Looking at the PS2 specs, I can imagine programming for that thing was quite the nightmare.
Soo, if Sega were able to put through such a patent, anything using memory and storage chips would be royalties paid to Sega. :whiste:
It was fun as hell for someone like me. I absolutely enjoyed the challenge of keeping the DMAC packets going from pipe to pipe without stalls. Had to tripple buffer the VU1s 64k (?) so that the GS could read ready to render vertex data, VU could process the current data packet in place or have enough room for src and dest, then a third section allocated fir incoming DMA for the next packet of data. All happens concurrently in a heavily pipelined organization. The packet size and workload had to be experimented with such that by the time the current incoming DMA completed and it kicked off a VU1 execute on it it would stall for minimal time because GS would have JUST finished, as would the VU1 program currently running to xgkick another GS draw just in time, and go idle to accept the next VU1 execute request on the new data, and the stalled DMA would start uploading the next packet again to the new floating destination buffer. It was all about avoiding stalls just in time.
Btw EE (the R5900 MIPS main CPU) and VU0 were both idle and free to do their own thing simultaneously because the entire chain of events I just described is commanded entirely by the very intelligent DMA controller. You chain together packets with DMA headers and once you kick it off, the DMA just hops from DMA header to DMA header however many are chained, until its all done. So powerful. DMAC ruled the show, the CPU was just a resource. You could build an entire frame in sorted draw order in a DMA display list, including synchronized texture swaps and VU1 program changes and constants uploads all at once, and just send it off, meanwhile EE and VU0 are doing AI and physics and prepairing the next display list.
Then throw texture synchronization into the mix which bypassed VIF1 and went straight to GIF in parallel synchronized with dependent geometry by tags that stalled the VIF if the texture upload at the GIF wasn't completed by the time that geometry stream came up to bat.
Optimally you allocated remaining video memory for two textures: the one currently rendering , and the next one in sorted draw order being uploaded before its needed. PS2 was a streaming architecture, it was MADE to utilize GOBS of bus bandwidth to stream data as needed rather than keep things in memory at all times. And with 1MB of texture memory left after front, rear, and z buffers, you had no choice. If you tried to hoard memory and keep textures resident, you'd have low res 8 bit textures and an idle bus.

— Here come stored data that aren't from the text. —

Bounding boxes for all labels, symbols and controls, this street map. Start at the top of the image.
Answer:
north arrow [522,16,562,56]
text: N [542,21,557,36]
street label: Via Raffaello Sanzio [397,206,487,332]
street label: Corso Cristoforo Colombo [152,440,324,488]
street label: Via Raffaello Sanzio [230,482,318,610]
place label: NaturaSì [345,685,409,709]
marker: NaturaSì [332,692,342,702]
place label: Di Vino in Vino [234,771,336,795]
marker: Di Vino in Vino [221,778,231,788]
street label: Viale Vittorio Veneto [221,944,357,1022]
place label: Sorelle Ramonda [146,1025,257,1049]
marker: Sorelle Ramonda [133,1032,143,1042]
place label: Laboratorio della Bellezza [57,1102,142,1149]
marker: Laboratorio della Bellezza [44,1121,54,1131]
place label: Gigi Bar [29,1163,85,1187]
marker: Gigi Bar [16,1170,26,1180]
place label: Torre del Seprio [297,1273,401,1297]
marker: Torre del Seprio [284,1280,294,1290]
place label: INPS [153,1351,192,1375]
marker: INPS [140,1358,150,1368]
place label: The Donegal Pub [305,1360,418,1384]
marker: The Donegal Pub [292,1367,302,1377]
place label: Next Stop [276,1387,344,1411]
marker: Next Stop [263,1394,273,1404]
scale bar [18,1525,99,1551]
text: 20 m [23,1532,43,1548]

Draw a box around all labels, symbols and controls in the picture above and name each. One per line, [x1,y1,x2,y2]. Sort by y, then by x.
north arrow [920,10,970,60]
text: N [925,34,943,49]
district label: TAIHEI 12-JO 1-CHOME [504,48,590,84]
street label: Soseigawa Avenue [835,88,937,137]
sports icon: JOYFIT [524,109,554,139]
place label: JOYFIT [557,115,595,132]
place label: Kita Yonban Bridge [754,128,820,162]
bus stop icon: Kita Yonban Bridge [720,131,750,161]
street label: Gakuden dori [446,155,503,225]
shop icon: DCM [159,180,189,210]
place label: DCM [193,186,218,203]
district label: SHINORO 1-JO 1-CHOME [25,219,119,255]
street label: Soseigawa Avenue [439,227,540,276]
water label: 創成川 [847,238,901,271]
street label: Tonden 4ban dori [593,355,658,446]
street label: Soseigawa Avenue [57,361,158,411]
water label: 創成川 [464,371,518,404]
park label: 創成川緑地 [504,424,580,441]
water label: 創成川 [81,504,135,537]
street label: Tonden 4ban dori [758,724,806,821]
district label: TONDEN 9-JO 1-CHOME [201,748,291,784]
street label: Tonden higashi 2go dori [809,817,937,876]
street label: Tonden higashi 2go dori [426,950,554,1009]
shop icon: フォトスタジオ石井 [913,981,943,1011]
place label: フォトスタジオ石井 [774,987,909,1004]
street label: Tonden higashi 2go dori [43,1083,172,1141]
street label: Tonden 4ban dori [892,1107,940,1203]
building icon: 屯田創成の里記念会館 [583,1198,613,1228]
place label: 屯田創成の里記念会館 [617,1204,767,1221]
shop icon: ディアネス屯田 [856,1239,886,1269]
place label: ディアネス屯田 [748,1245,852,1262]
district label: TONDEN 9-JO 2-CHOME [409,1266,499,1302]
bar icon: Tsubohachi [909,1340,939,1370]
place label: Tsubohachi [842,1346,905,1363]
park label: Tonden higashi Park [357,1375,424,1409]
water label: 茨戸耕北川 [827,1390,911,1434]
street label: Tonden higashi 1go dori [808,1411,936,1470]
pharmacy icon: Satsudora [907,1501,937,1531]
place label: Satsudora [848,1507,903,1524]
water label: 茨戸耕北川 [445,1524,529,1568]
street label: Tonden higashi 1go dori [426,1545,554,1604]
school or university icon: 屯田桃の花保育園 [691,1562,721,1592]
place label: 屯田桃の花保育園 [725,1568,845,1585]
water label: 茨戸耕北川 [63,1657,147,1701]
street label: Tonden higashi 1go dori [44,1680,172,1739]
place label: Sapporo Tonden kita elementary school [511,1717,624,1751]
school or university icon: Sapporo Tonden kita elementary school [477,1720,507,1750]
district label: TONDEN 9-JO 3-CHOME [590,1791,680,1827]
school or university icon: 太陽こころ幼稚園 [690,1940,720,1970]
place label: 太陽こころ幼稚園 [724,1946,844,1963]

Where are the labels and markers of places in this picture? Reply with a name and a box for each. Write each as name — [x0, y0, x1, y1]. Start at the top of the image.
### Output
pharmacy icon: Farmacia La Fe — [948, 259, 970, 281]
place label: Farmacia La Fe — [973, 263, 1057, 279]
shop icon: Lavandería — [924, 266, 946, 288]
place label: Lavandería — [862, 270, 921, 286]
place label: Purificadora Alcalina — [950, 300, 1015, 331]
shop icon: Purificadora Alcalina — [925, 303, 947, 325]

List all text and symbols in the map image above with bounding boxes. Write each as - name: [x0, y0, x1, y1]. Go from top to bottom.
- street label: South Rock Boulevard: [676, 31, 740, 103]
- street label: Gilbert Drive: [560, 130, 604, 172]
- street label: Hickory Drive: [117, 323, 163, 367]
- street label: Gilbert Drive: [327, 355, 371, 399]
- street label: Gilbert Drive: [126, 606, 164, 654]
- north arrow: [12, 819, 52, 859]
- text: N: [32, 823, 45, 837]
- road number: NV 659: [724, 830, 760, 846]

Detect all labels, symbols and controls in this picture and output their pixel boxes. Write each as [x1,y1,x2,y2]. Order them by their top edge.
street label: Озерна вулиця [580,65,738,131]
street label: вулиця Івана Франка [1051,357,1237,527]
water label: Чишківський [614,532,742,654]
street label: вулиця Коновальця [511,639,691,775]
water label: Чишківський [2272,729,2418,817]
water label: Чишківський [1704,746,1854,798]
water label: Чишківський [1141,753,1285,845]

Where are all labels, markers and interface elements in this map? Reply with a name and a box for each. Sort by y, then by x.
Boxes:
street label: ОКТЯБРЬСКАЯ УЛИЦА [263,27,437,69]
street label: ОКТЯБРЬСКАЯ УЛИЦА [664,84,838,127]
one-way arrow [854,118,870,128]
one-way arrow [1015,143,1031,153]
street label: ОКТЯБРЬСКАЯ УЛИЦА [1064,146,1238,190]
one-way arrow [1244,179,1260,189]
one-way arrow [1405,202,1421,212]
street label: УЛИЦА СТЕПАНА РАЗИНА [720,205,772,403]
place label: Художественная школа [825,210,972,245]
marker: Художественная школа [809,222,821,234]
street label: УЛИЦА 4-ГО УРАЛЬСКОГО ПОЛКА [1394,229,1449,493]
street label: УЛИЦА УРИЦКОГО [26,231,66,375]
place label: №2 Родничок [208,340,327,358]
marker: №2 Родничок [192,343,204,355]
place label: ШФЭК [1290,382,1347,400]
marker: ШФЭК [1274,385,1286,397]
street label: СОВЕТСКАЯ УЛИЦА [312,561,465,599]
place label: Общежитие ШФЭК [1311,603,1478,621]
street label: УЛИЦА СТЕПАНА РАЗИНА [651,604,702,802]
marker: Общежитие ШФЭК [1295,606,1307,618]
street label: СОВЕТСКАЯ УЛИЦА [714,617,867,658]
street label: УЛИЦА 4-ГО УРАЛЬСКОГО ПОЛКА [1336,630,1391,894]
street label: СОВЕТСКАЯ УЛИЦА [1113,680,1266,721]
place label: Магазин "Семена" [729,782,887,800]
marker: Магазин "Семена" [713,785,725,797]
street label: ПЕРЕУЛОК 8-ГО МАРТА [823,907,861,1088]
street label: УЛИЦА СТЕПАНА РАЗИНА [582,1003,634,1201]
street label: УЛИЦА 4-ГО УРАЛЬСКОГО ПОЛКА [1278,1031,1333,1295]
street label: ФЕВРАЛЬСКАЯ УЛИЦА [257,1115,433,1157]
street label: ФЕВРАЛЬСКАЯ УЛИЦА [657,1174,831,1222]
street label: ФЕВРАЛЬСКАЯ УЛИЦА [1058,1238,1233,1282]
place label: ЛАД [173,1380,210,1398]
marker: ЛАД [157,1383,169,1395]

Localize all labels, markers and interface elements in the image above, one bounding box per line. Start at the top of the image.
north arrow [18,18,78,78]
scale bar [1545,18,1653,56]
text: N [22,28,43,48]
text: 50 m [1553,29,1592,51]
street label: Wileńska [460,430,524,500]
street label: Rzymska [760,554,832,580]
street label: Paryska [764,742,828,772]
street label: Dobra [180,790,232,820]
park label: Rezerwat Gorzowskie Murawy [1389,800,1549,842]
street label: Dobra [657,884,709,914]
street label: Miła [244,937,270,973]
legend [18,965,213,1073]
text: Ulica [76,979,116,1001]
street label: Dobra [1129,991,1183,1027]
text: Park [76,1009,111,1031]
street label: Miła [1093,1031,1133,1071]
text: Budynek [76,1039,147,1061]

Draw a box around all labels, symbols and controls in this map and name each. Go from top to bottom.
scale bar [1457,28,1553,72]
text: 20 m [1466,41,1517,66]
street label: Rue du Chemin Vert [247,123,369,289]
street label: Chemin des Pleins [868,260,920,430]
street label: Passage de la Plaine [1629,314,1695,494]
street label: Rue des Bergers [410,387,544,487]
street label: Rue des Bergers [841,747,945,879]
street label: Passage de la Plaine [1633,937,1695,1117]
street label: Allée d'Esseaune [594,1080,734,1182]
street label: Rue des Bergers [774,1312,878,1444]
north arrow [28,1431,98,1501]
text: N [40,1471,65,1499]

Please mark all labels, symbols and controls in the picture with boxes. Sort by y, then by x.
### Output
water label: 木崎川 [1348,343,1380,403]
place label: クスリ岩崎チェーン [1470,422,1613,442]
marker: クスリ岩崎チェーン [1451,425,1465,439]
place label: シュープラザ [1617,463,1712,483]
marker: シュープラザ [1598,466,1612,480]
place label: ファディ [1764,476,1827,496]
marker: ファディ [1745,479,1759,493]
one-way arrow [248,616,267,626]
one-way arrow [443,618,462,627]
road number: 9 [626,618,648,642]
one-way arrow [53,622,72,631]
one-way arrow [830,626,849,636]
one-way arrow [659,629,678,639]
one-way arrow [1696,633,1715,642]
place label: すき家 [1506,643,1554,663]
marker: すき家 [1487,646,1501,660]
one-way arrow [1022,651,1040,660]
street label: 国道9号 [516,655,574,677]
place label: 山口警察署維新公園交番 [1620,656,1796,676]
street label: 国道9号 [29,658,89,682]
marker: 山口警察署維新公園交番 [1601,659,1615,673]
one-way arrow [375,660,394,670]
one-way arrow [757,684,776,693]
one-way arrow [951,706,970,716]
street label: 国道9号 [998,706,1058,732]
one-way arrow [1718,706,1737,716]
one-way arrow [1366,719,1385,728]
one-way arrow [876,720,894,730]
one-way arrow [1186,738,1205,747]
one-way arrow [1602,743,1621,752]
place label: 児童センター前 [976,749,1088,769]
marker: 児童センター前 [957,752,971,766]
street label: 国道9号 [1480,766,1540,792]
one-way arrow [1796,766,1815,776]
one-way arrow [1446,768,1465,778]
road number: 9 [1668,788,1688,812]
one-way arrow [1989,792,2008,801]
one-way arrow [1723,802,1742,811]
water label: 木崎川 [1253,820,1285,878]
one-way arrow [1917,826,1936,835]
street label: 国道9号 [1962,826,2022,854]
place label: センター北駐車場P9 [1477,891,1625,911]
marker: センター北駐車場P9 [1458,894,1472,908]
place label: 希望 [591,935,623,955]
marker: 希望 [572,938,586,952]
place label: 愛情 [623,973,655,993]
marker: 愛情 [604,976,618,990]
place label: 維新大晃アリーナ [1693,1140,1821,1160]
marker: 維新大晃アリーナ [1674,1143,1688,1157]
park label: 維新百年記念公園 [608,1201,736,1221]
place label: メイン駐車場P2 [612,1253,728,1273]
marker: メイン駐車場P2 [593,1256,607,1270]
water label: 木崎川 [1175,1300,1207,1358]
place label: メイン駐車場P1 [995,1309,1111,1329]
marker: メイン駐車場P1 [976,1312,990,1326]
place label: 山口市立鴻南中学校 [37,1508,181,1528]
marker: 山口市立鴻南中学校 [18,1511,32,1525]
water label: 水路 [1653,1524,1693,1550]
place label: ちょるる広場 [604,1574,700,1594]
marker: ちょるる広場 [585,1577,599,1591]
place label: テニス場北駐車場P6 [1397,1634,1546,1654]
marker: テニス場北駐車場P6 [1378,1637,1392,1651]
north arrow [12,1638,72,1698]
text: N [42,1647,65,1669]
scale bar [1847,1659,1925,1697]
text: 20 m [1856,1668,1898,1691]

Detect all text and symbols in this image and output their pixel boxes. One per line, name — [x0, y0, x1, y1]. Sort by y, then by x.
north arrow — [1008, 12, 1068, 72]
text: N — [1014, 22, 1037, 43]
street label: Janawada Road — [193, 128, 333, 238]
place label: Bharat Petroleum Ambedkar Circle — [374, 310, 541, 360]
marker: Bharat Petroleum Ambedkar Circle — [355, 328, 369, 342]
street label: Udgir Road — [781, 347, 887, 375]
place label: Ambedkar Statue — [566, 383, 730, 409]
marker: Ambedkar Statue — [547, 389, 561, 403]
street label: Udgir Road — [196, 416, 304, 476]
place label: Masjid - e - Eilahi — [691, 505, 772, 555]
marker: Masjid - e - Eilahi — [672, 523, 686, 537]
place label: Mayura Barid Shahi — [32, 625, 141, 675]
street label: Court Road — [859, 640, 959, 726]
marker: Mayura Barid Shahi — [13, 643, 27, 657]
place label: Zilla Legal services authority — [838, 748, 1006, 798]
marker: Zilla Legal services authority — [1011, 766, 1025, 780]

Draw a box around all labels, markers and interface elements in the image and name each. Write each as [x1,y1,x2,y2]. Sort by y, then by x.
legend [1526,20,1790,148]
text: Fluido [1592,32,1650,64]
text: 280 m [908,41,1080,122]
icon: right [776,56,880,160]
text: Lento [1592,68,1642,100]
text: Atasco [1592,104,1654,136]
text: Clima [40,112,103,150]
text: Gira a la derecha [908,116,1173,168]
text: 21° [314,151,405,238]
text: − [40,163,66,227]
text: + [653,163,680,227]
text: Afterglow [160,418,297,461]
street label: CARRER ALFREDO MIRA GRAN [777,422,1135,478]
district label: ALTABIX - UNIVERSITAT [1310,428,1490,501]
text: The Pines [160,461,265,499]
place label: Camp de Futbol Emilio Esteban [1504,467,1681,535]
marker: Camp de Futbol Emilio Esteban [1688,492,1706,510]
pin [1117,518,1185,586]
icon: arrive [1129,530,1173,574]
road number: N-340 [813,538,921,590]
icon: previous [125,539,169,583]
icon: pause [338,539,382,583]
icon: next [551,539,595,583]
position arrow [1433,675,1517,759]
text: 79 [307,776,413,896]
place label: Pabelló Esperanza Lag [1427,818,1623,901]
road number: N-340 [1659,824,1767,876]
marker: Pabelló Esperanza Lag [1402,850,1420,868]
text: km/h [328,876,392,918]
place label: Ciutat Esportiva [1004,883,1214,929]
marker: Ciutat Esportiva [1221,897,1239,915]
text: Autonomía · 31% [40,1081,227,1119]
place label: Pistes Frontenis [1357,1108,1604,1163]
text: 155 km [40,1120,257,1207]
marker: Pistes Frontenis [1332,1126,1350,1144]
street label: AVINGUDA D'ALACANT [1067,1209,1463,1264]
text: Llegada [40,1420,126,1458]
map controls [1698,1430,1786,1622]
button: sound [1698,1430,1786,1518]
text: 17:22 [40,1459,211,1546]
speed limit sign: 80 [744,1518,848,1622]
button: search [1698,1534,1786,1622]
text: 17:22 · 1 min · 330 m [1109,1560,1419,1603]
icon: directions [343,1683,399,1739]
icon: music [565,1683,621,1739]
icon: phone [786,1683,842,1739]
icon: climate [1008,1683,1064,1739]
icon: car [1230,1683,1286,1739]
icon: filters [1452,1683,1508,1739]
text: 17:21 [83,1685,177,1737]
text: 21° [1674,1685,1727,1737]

It was my favorite system to program for.
The first time you get a transformed, perspective projected clipped triangle on your TV and double check that your code only uploaded to VIF/VU1 and you didn't touch GS directly or perform ANY geometry processing on EE and confirm your VU1 transform and clip program is working, its straight up orgasmic :awe:
And VU programming in and of itself with its dual side by side scalar and SIMD instruction pairs executed simultaneously and having to pipeline vertex processing around the 4 cycle load/store and 7 cycle perspective divide was an art all of its own. God I love that system.
I used a DMS3 mod chip to boot from memory card into Pukklink IP loader and had Visual Studio configured to run gcc and send the elf to the IP client on the PC to reboot the PS2 and run the program over the LAN on hitting F5 and print back debug messages to the PC. VU programs I just organized in excel to work out my dual instruction dependencies, paste to notepad and assembled, and just included the output as raw block data in .h files in the main program.